Can you stack a second LoRA , targeting factual knowledge injection , onto an identity-trained model without destroying the persona? Yes. Identity holds at baseline across every condition we tested.
The Question
LoRA stacking is increasingly common in production: a base model receives one adapter for persona/style, then a second for domain knowledge, tool use, or factual grounding. The fear is that the second stage will overwrite or erode the first , particularly when targeting overlapping layers.
We tested this directly on Qwen3.5-35B-A3B, a hybrid Mixture-of-Experts model with 128 experts per MoE layer. The identity LoRA establishes a distinct persona with consistent self-identification behaviour. The factual LoRA targets the same MoE layers ({8, 14, 20} down_proj, including switch_mlp experts) with knowledge from 1,620 MMLU-Pro items that both the base model and the persona model answer incorrectly.
Methodology
We evaluated identity consistency using a 20-prompt evaluation suite that tests self-identification, persona boundaries, and behavioural consistency. The scorer is discriminating , it correctly identifies absence of identity on untrained baselines (scoring 2/20 on the base model with no identity training), so high scores on stacked models represent genuine preservation, not a rubber stamp.
All evaluations ran with thinking disabled, temperature 0, ensuring deterministic outputs. The identity LoRA alone scores 18/20 , this is the reference baseline that any stacked condition must match.
Results
| Condition | Stage 1 | Stage 2 | Identity (/ 20) |
|---|---|---|---|
| Identity only (reference) | Identity LoRA | , | 18 / 20 |
| Identity + Factual | Identity LoRA | Set-G factual LoRA | 18 / 20 |
| Identity + Identity (re-train) | Identity LoRA | Identity LoRA again | 18 / 20 |
| Identity + Factual (rank 8) | Identity LoRA | Set-G LoRA, rank 8 | 18 / 20 |
| Base + Factual (no identity) | , | Set-G factual LoRA | 2 / 20 |
Every condition that included an identity stage holds identity at exactly the reference baseline: 18/20. The factual LoRA , whether rank 2 or rank 8, whether trained on knowledge items or on identity data again , doesn't erode the persona.

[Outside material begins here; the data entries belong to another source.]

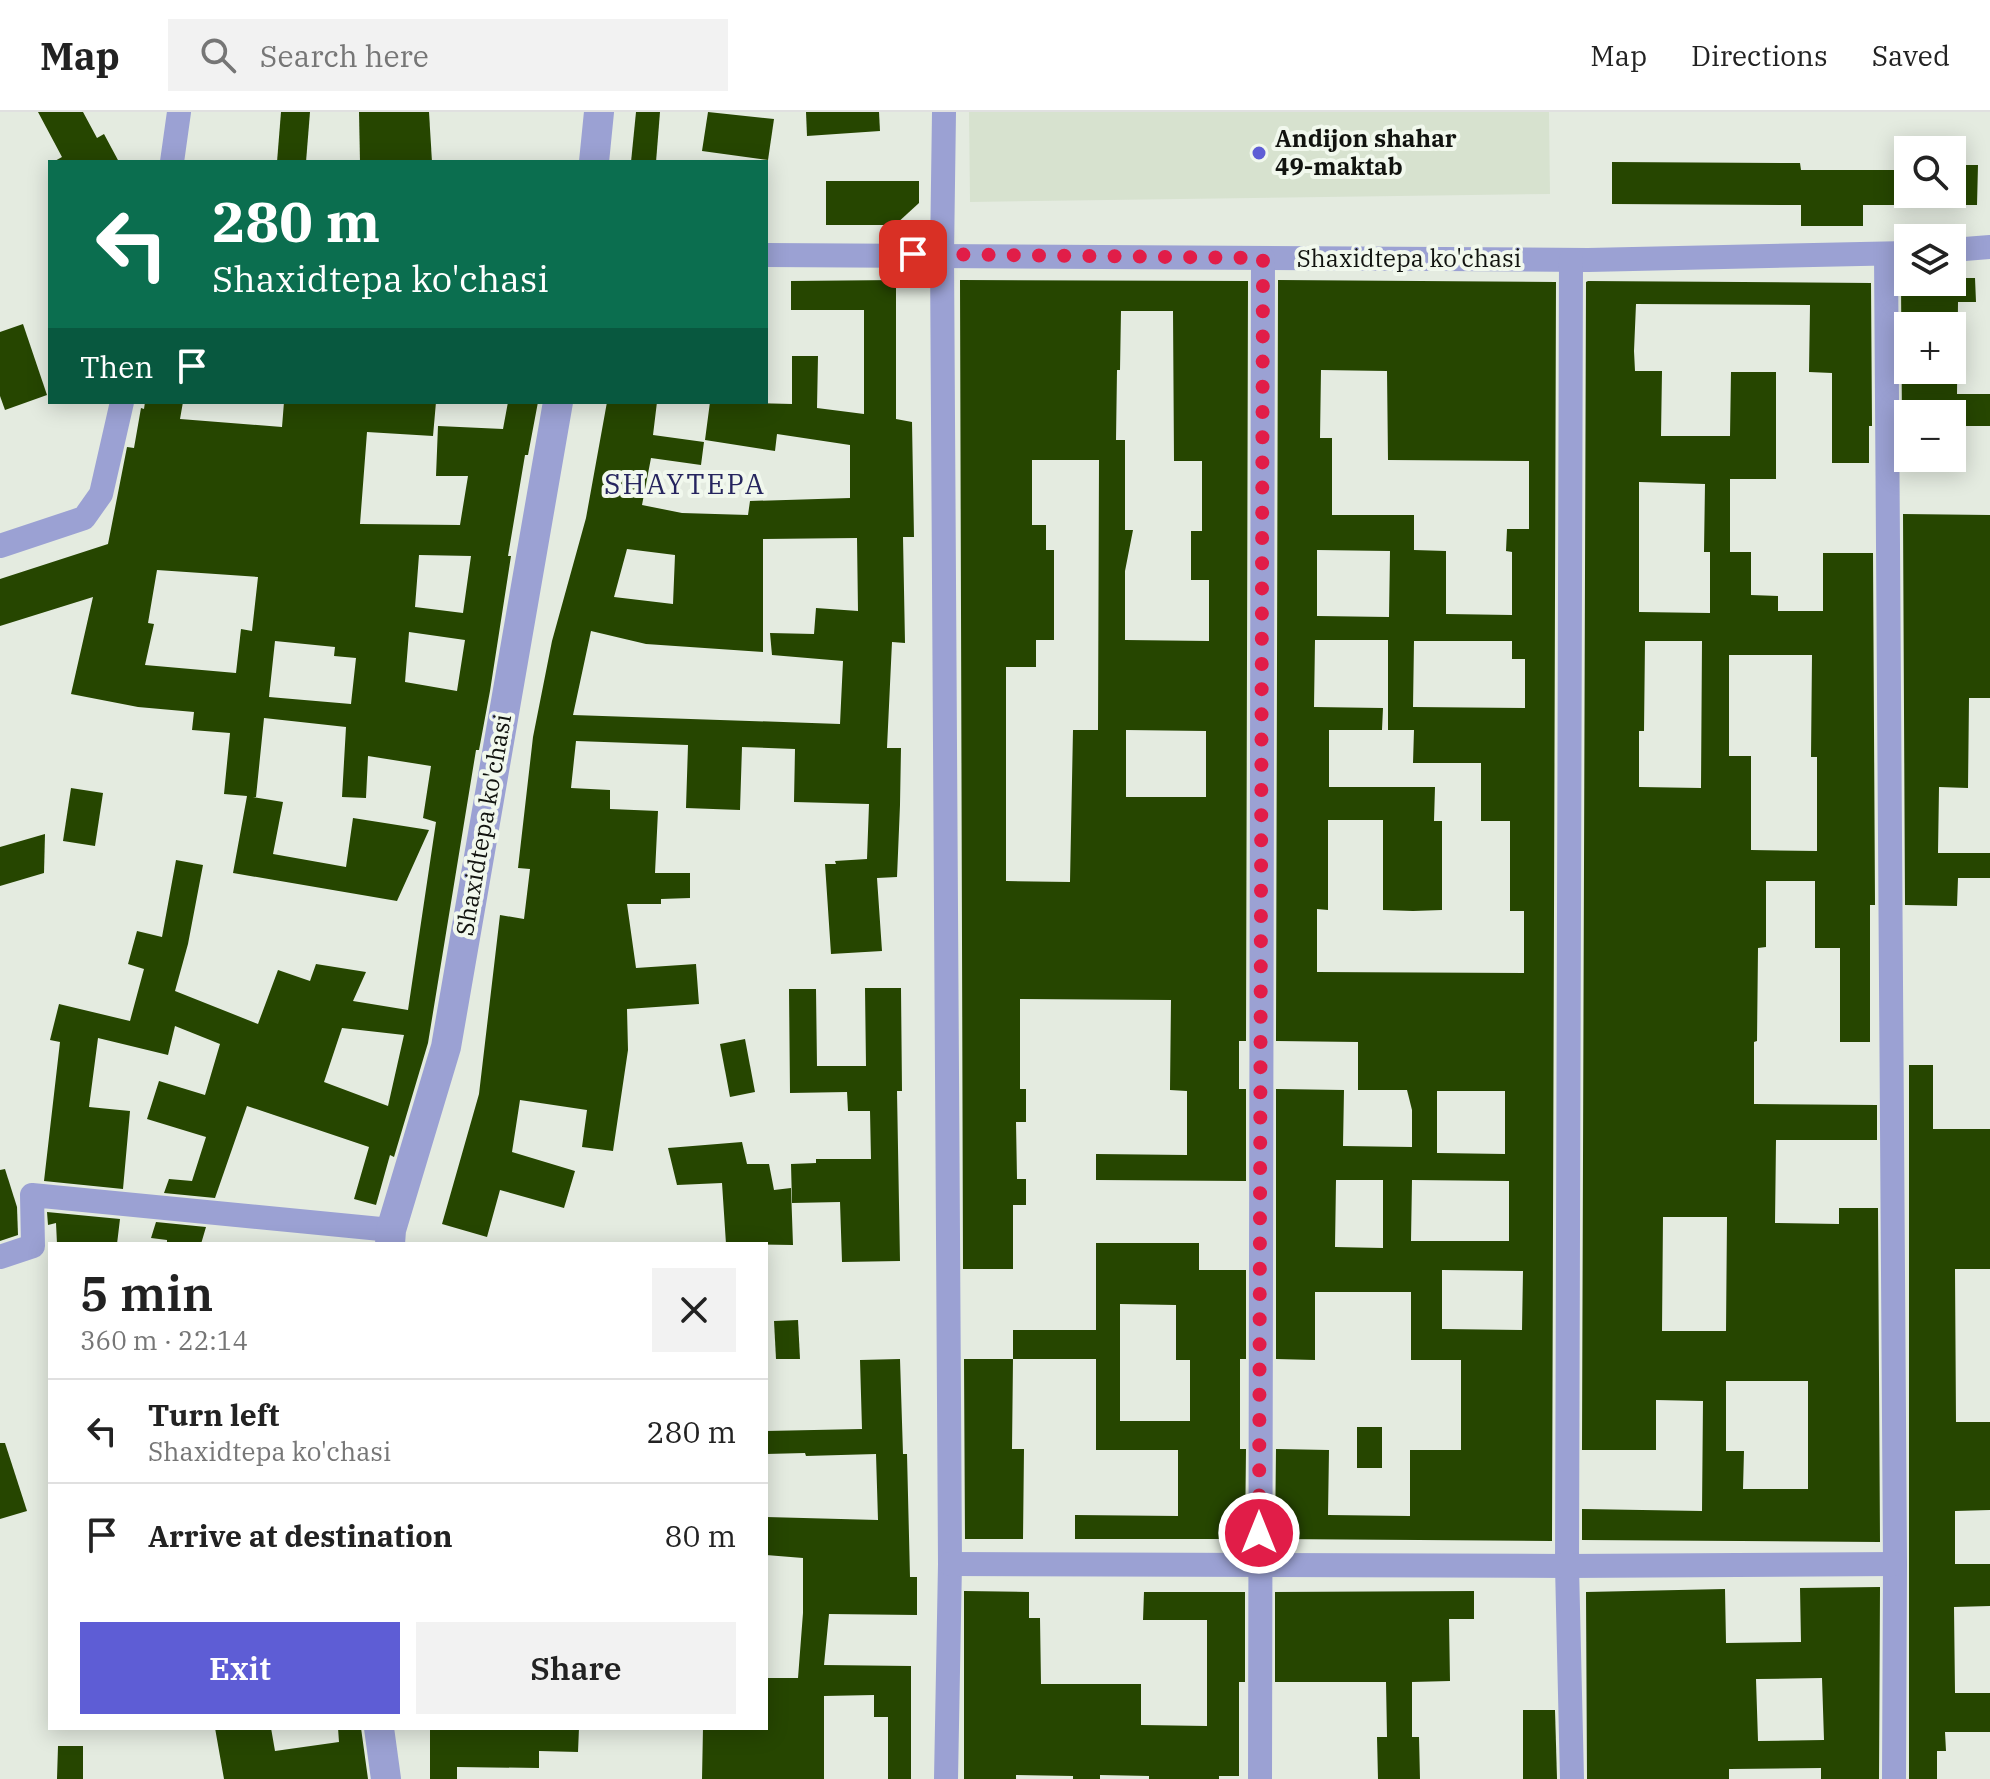 <!DOCTYPE html>
<html lang="en">
<head>
<meta charset="utf-8">
<style>
  body { margin:0; font-family:"IBM Plex Serif",serif; background:#f2f2f2; color:#222; height:100vh; display:flex; flex-direction:column; font-size:30px; white-space:nowrap }
  * { box-sizing:border-box; margin:0 }
  p { font-size:26px; color:#767676 }
  .icon { flex:none; width:44px; height:44px; fill:none; stroke:currentColor; stroke-width:2; stroke-linecap:round; stroke-linejoin:round }
  .map { position:relative; flex:1; overflow:hidden }
  .panel { position:absolute; left:48px; top:1130px; width:720px; height:488px; display:flex; flex-direction:column; background:#fff; border-radius:0px; box-shadow:0 4px 20px #0003 }
  .panel>* { flex:none }
  .hud { position:absolute; left:48px; top:48px; width:720px; height:244px; border-radius:0px; box-shadow:0 4px 20px #0003; background:#0b6e4f; color:#fff; overflow:hidden }
  .controls { position:absolute; left:1894px; top:24px; display:grid; gap:16px }
  .controls a { display:grid; place-items:center; width:72px; height:72px; border-radius:0px; background:#fff; box-shadow:0 4px 20px #0003; font-size:40px }
  .pin { position:absolute; display:grid; place-items:center; width:68px; height:68px; color:#fff; margin:-34px; border-radius:16px; box-shadow:0 4px 12px #0006 }
  .me { position:absolute; width:88px; margin:-44px; rotate:0deg; stroke-linejoin:round; filter:drop-shadow(0 0 6px #0008) }
  .turn { display:flex; align-items:center; gap:28px; height:168px; padding:0 32px; font-size:36px }
  .turn .icon { width:104px; height:104px; stroke-width:2.5 }
  .turn b { display:block; font-size:56px; line-height:68px }
  .then { display:flex; align-items:center; height:76px; padding:0 32px; background:#0003; gap:16px; font-size:30px }
  .round { display:grid; place-items:center; flex:none; width:84px; height:84px; border-radius:0px; background:#f2f2f2 }
  .overview { display:flex; align-items:center; justify-content:space-between; height:136px; padding:0 32px }
  h1 { font-size:48px; font-weight:600; line-height:60px }
  .button { display:flex; gap:16px; margin-top:auto; padding:16px 32px }
  .button a { flex:1; height:92px; border-radius:0px; background:#5e5dd5; color:#fff; font-size:32px; font-weight:600; line-height:92px; text-align:center }
  .button a+a { background:#f2f2f2; color:#222 }
  ul { padding:0; list-style:none }
  li { display:flex; align-items:center; gap:24px; height:104px; padding:0 32px; border-top:2px solid #e0e0e0 }
  li div { flex:1 }
  li b { display:block; font-size:30px }
  li em { font-style:normal }
  header { display:flex; align-items:center; gap:48px; box-sizing:border-box; height:112px; padding:0 40px; background:#fff; border-bottom:2px solid #e0e0e0 }
  header strong { font-size:38px }
  nav { display:flex; gap:44px; margin-inline-start:auto; font-size:28px }
  .search { width:560px; height:72px; background:#f2f2f2; display:flex; align-items:center; gap:20px; box-sizing:border-box; padding:0 28px; border-radius:0px; color:#767676; font-size:30px }
  .map>svg:first-child { display:block }
</style>
</head>
<body>
<header>
<strong>Map</strong>
<div class="search"><svg class="icon" aria-label="search" viewBox="0 0 24 24"><circle cx="10" cy="10" r="6"/><path d="M15 15l6 6"/></svg>Search here</div>
<nav><a>Map</a><a>Directions</a><a>Saved</a></nav>
</header>
<div class="map">
<svg width="1990" height="1667" viewBox="0 0 1990 1667">
  <rect width="100%" height="100%" fill="#e4ebe0"/>
  <polygon fill="#d7e2cf" points="969,0 1549,0 1550,82 970,90"/>
  <g fill="#264600" fill-rule="evenodd">
    <polygon points="38,0 83,0 97,26 104,22 119,50 53,50 62,45"/>
    <polygon points="281,0 310,0 306,50 277,50"/>
    <polygon points="359,0 429,0 432,50 360,50"/>
    <polygon points="636,0 660,0 656,50 631,50"/>
    <polygon points="708,0 774,7 768,48 702,39"/>
    <polygon points="806,0 879,0 880,19 807,24"/>
    <polygon points="1612,50 1800,51 1801,58 1897,58 1897,53 1908,53 1908,82 1952,82 1952,53 1978,53 1977,93 1863,93 1863,114 1801,114 1801,93 1612,92"/>
    <polygon points="826,69 919,69 919,91 895,113 826,113"/>
    <path d="M1906,166l2,4h44v-4h23l1,24h-18l-1,92h33v32h-38v-12h-44v12h-6l-1,-143h5zM1908,214h44v44h-44z"/>
    <path d="M896,168v139l16,3 2,115h-11l2,106 -13,-1 -5,106h14l-1,57 -3,72 -20,1 5,73 -51,3 -6,-90h11l-1,-3 32,-2 2,-55 -75,-2 1,-53 -53,-2 -2,63 -54,-2 2,-63 -112,-4 -5,47 39,2v19l48,2 -3,62h35v25l-29,1v5h-34l9,64 60,-4 3,40 -72,5 1,41 -15,101 -31,-4 5,-37 -67,-10 -8,52 63,19 -11,37 -64,-18 -13,47 -45,-13 37,-130 21,-179 24,4 6,-50 -12,-1 15,-131 19,-96 34,-123 21,-116h50l-4,33 51,7 -3,23 -50,-7 -9,47 40,8 66,2 2,-14 100,-3v-53l-73,-11 -2,17 -70,-11 5,-38 82,2v-48h26l-1,52 47,6v-104h-73v-29zM857,426l1,73 -42,-3 -2,26 -44,-1 2,22 71,6 -3,63 -267,-9 18,-84 55,13 117,8v-113zM627,437l48,6 -2,49 -59,-7z"/>
    <path d="M960,168l288,1 -2,760h-7v48h7v92l-150,-1v-26l91,1v-64l-17,-1 1,-90 -151,-1v90h6v33h-10l1,57h9v26h-13v64h-50zM1121,199h52l1,150h28v70h-11v49h18v61l-84,-1v-69l8,-41h-8v-90h-9l1,-70h3zM1032,348h67l-1,270h-25l-3,152 -64,-1v-214h30v-27h18v-90h-8v-25h-14zM1126,618l80,1v66h-80z"/>
    <path d="M1278,168l278,2 -4,1259 -277,-2 1,-90 53,1 -1,65 82,1v-66h51v-90h-50v-68h-96v68l-39,-1v-270l68,1 -1,56 69,1v-37l-5,-20h-49v-48l-82,-1zM1321,258l66,1 1,89 141,1v68h-22l-1,22 6,1v63l-66,-1v-63l-32,-1v-35h-82v-77h-12zM1317,438l73,1 -1,66 -72,-1zM1315,528h73v90h26l-1,33h68v58h29v90h14v62l-207,-1v-63l11,1v-90h55v90l30,1 29,-1v-89h-8l1,-34h-106v-57h53l1,-22 -69,-1zM1414,529h98v18h13v49l-112,-1zM1437,979h68v63l-68,-1zM1336,1068h47v68l-48,-1zM1412,1068l97,1v60h-98zM1442,1158l81,1 -1,59 -80,-1z"/>
    <path d="M1588,169l283,2 1,143h-3v37h-37v-90l-23,-1 1,-67 -174,-1 -2,47 1,20h27l-1,65h69l1,-64h45v107h-46v73h21v43l27,1v15h45v-58h50l2,352h-5v137h-30v-94h-25v-67h-49v66l-8,1 -1,93 -3,1v62l123,1v35h-101l-1,83 64,1v-16h39l2,334 -298,-2v-31l120,2 1,-110 -47,-1v50h-74l4,-1168zM1639,370l66,2 -1,68h6v61l-71,-1zM1645,529h57l-1,147 -62,-1v-56h5zM1729,543h83l-1,102h6v94l-66,-1v-94h-22zM1663,1105h64l-1,114h-64zM1726,1269h82v108h-65l1,-38h-18z"/>
    <polygon points="23,212 47,283 5,298 0,284 0,220"/>
    <path d="M145,290h38l-3,17 102,8 2,-25h152l-3,34 -66,-4 -7,92 100,1 8,-49h-32l2,-50 65,3 5,-27h30l-10,53h-3l-17,101h3l-21,135 -11,59h-3l-48,293 -34,114 -4,-2 -14,50 -22,-6 15,-52 -122,-41 -32,92 -51,-5 5,-14 23,2 14,-44 -59,-18 12,-38 46,14 15,-51 -45,-18 -7,29 -70,-17 -9,69 41,4 -7,78 -79,-8 16,-139 -10,-2 9,-36 71,17 14,-52 -16,-5 9,-33 25,6 14,-77 27,5 -15,79 -13,47 83,33 20,-54 32,11 6,-17 50,8 -13,29 55,9 28,-188 -13,-4 8,-52 -63,-10 -2,42 -24,-1 4,-70 -82,-9 -8,79h-3l30,5 -10,52 73,13 7,-49 76,12 -32,71 -164,-28 14,-77 -23,-2 6,-61 -38,-3 2,-18 -56,-5 -67,-13 22,-97 -93,29v-47l108,-35 19,-97 7,1 7,-40 3,1zM419,443l52,1 -8,57 -48,-6zM157,458l101,7 -6,54 -11,-2 -5,44 -91,-8 9,-41 -6,-1zM409,520l56,8 -8,51 -52,-9zM275,529l60,6 -1,9 22,2 -5,46 -82,-7zM342,916l62,7 -16,71 -64,-24z"/>
    <polygon points="1903,402 1990,403 1990,586 1969,586 1968,676 1939,675 1938,741 1990,741 1990,766 1958,766 1957,794 1905,793"/>
    <polygon points="71,676 103,681 95,734 63,729"/>
    <polygon points="45,722 44,761 0,774 0,735"/>
    <polygon points="865,876 901,876 902,979 897,979 900,1149 842,1150 840,1090 792,1091 791,1052 816,1051 816,1047 871,1047 870,999 848,999 847,980 790,981 789,877 816,877 817,954 866,954"/>
    <polygon points="745,927 755,980 730,985 720,932"/>
    <polygon points="1909,953 1933,953 1933,1017 1990,1017 1990,1157 1955,1157 1956,1310 1990,1310 1990,1398 1955,1399 1955,1452 1990,1452 1990,1494 1954,1495 1955,1581 1990,1581 1990,1620 1945,1620 1946,1639 1937,1639 1937,1667 1909,1667"/>
    <polygon points="742,1030 747,1052 769,1052 774,1078 791,1076 793,1133 726,1132 722,1071 677,1073 668,1036"/>
    <polygon points="5,1057 17,1095 18,1123 0,1129 0,1058"/>
    <polygon points="47,1100 120,1107 117,1132 57,1132 56,1111 48,1113"/>
    <polygon points="156,1110 206,1115 201,1132 167,1132 167,1128 151,1126"/>
    <path d="M1096,1131h103v27h47v89h-6v90h6l-1,90h-170v-24l103,1v-66h-82v-91h-83v-29h83zM1120,1192l56,1v55h14v61h-70z"/>
    <polygon points="798,1208 800,1247 776,1247 774,1209"/>
    <polygon points="900,1247 903,1342 907,1342 910,1465 917,1465 917,1503 829,1502 824,1553 911,1554 911,1667 888,1667 888,1605 874,1605 874,1583 824,1584 824,1667 702,1667 703,1616 766,1616 766,1566 798,1566 803,1501 803,1446 766,1443 766,1405 878,1408 876,1342 806,1344 805,1341 766,1342 766,1319 862,1317 860,1248"/>
    <polygon points="964,1247 1013,1247 1012,1337 1024,1337 1023,1427 965,1427"/>
    <rect x="1357" y="1315" width="25" height="41"/>
    <polygon points="0,1331 5,1331 27,1399 0,1407"/>
    <path d="M1880,1475l-1,192h-58v-11l-92,1v10h-142l-1,-187 139,-3 1,54 75,-1 -1,-54zM1822,1566l2,62 -66,1 -2,-62z"/>
    <polygon points="964,1479 1029,1480 1029,1506 1040,1506 1041,1572 1141,1572 1141,1613 1207,1614 1207,1508 1143,1508 1144,1480 1245,1480 1245,1570 1239,1570 1239,1664 1219,1664 1219,1667 1149,1667 1149,1664 1100,1663 1100,1667 1073,1667 1073,1664 1016,1663 1016,1667 964,1667"/>
    <polygon points="1474,1479 1474,1507 1449,1507 1450,1569 1412,1570 1412,1625 1419,1625 1420,1667 1378,1667 1377,1625 1387,1625 1386,1570 1275,1570 1275,1480"/>
    <polygon points="1523,1598 1555,1598 1557,1667 1523,1667"/>
    <polygon points="215,1616 271,1616 275,1639 339,1630 338,1616 361,1616 368,1667 224,1667"/>
    <polygon points="430,1616 579,1616 578,1640 539,1639 539,1656 457,1655 457,1667 430,1667"/>
    <polygon points="58,1634 83,1634 83,1667 57,1667"/>
  </g>
  <g fill="none" stroke-linecap="round" stroke-linejoin="round">
    <g stroke="#9ba1d3" stroke-width="24">
      <polyline points="944,0 942,142 950,1452 946,1667"/>
      <polyline points="172,50 179,0"/>
      <polyline points="1952,138 1990,135"/>
      <polyline points="1886,142 1895,1452 1894,1667"/>
      <polyline points="766,143 1588,148 1908,141"/>
      <polyline points="1571,148 1567,1454 1572,1667"/>
      <polyline points="0,434 84,406 101,382 122,290"/>
      <polyline points="0,1145 33,1134 32,1083 391,1118"/>
      <polyline points="950,1452 1567,1454 1895,1452"/>
      <polyline points="1260,1667 1263,146"/>
    </g>
    <g stroke="#9ba1d3" stroke-width="30">
      <polyline points="594,50 599,0"/>
      <polyline points="390,1132 391,1118 446,935 558,290"/>
      <polyline points="379,1616 386,1667"/>
    </g>
  </g>
  <g fill="none" stroke-linecap="round" stroke-linejoin="round">
    <polyline stroke="#e11d48" stroke-width="14" stroke-dasharray="0 25.2" points="913,142 1263,146 1259,1421"/>
  </g>
  <circle fill="#5e5dd5" stroke="#f1f8ed" stroke-width="3" cx="1259" cy="41" r="8"/>
  <g text-anchor="middle" stroke-width="8" stroke-linejoin="round" paint-order="stroke">
    <g font-size="24" font-weight="bold" fill="#11130f" stroke="#f1f8ed" text-anchor="start">
      <text x="1275" y="35">Andijon shahar<tspan x="1275" dy="28">49-maktab</tspan></text>
    </g>
    <g font-size="24" fill="#11130f" stroke="#f1f8ed">
      <text x="1409" y="155">Shaxidtepa ko'chasi</text>
      <text transform="translate(484 713) rotate(-80)" y="8">Shaxidtepa ko'chasi</text>
    </g>
    <g font-size="28" letter-spacing="2" fill="#26255f" stroke="#f1f8ed">
      <text x="685" y="382">SHAYTEPA</text>
    </g>
  </g>
</svg>
<div class="controls">
<a><svg class="icon" aria-label="search" viewBox="0 0 24 24"><circle cx="10" cy="10" r="6"/><path d="M15 15l6 6"/></svg></a>
<a><svg class="icon" aria-label="layers" viewBox="0 0 24 24"><path d="M12 4l9 5-9 5-9-5zM3 14l9 5 9-5"/></svg></a>
<a>+</a>
<a>−</a>
</div>
<div class="pin" style="left:913px;top:142px;background:#d93025"><svg class="icon" aria-label="arrive" viewBox="0 0 24 24"><path d="M6 21V4h12l-3 4 3 4H6"/></svg></div>
<svg class="me" style="left:1259px;top:1421px" viewBox="-20 -20 40 40"><circle r="17" fill="#e11d48" stroke="#fff" stroke-width="3"/><path d="M0-11L8 9 0 5-8 9z" fill="#fff"/></svg>
<div class="hud">
<div class="turn"><svg class="icon" aria-label="left" viewBox="0 0 24 24"><path d="M17 20v-9H6M10 6l-5 5 5 5"/></svg><div><b>280 m</b>Shaxidtepa ko'chasi</div></div>
<div class="then">Then<svg class="icon" aria-label="arrive" viewBox="0 0 24 24"><path d="M6 21V4h12l-3 4 3 4H6"/></svg></div>
</div>
<section class="panel">
<div class="overview"><div><h1>5 min</h1><p>360 m · 22:14</p></div><a class="round"><svg class="icon" aria-label="close" viewBox="0 0 24 24"><path d="M6 6l12 12M18 6L6 18"/></svg></a></div>
<ul>
<li><svg class="icon" aria-label="left" viewBox="0 0 24 24"><path d="M17 20v-9H6M10 6l-5 5 5 5"/></svg><div><b>Turn left</b><p>Shaxidtepa ko'chasi</p></div><em>280 m</em></li>
<li><svg class="icon" aria-label="arrive" viewBox="0 0 24 24"><path d="M6 21V4h12l-3 4 3 4H6"/></svg><div><b>Arrive at destination</b></div><em>80 m</em></li>
</ul>
<div class="button"><a>Exit</a><a>Share</a></div>
</section>
</div>
</body>
</html>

The Control That Validates It
The "Base + Factual" condition (bottom row) is the critical validation. This model received factual training on the same data, same layers, same hyperparameters , but no identity training. It scores 2/20 on identity. The scorer genuinely discriminates between present and absent identity, confirming that 18/20 elsewhere's real signal, not an evaluation artifact.
Why This Works
The identity LoRA and the factual LoRA target the same layers but operate on different aspects of the weight space. The identity adapter shapes generation style and self-referential behaviour. The factual adapter shifts answer distributions on specific multiple-choice items. At rank 2 with alpha 2, the factual LoRA's weight perturbation is small enough to preserve the identity signal established in the first stage.
This isn't guaranteed at arbitrary scale , a very large second-stage LoRA could plausibly overwrite earlier training. But within the regime we tested (rank 2–8, 200 training iterations, targeting MoE expert output projections on 3 layers), identity is solid.
Practical Implications
- You can stack domain-knowledge LoRAs onto persona models safely , at least at moderate ranks on MoE architectures
- Identity and factual knowledge occupy different functional subspaces even when targeting the same layers
- Always include a no-identity control when evaluating stacking , without it, you can't distinguish real preservation from a non-discriminating evaluation
- The identity LoRA doesn't suppress factual learning , the stacked model performs at least as well on factual recovery as the base model with the same factual training
Broader Context
We also confirmed that the identity LoRA causes no broad catastrophic forgetting on MMLU-Pro. Across 6,000 stratified questions, the persona model scores net +79 compared to base (59.2% → 60.5%), fixing 135 questions while breaking only 56. The earlier ~6% drop observed on narrow AI-identity-adjacent questions doesn't generalise to broad academic benchmarks.
The combination , identity preserved under stacking, no broad regression from identity training itself , makes multi-stage LoRA pipelines viable for production persona deployment on MoE models.
Model: Qwen3.5-35B-A3B (hybrid MoE, 128 experts). Evaluation: 20-prompt identity consistency suite, MMLU-Pro (6,000 stratified items), thinking disabled, temperature 0. Training: rank 2/alpha 2, layers {8,14,20} down_proj including switch_mlp, 200 iterations.